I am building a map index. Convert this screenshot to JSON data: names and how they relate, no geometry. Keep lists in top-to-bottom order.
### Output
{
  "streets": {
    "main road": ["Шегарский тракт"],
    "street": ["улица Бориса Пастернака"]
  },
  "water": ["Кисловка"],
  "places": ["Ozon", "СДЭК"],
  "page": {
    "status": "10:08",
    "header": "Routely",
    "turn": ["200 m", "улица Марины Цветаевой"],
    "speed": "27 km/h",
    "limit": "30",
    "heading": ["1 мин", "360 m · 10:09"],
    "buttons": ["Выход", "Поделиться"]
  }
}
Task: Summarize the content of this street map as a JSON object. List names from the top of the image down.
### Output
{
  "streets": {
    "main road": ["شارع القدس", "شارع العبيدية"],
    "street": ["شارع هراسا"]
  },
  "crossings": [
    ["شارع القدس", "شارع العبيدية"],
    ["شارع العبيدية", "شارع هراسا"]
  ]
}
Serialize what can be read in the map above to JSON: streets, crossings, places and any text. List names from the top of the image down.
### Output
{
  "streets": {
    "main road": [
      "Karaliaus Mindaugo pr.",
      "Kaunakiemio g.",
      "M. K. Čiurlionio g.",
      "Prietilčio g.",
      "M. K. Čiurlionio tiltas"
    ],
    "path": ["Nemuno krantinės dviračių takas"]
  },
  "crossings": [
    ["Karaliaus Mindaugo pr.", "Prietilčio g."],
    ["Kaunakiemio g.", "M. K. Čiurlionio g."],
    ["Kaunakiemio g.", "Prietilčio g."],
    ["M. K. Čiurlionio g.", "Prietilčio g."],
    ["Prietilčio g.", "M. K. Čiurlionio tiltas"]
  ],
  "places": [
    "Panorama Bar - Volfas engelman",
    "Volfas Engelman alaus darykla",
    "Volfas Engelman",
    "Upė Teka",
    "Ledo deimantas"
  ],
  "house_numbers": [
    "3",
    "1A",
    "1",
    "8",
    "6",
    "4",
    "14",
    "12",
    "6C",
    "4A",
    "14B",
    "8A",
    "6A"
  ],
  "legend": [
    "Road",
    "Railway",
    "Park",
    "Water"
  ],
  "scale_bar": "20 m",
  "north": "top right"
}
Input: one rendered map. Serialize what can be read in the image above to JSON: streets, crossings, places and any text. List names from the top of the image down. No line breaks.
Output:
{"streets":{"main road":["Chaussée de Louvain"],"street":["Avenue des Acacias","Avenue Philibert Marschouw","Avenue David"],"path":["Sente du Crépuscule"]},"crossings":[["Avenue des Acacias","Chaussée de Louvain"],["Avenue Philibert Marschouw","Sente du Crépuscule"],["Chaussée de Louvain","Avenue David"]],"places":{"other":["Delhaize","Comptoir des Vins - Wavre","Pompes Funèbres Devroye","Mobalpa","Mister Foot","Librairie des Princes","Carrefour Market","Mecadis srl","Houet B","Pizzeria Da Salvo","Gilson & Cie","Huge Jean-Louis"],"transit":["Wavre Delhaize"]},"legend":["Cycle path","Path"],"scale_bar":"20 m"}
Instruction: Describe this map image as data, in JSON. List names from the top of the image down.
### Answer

=======

WORK TASK:
Among the records, find all lines that include the string "read" and return them.

TASK RESPONSE:
Serialize what can be read in the map above to JSON: streets, crossings, places and any text. List names from the top of the image down.
Input: one rendered map. Serialize what can be read in the image above to JSON: streets, crossings, places and any text. List names from the top of the image down. No line breaks.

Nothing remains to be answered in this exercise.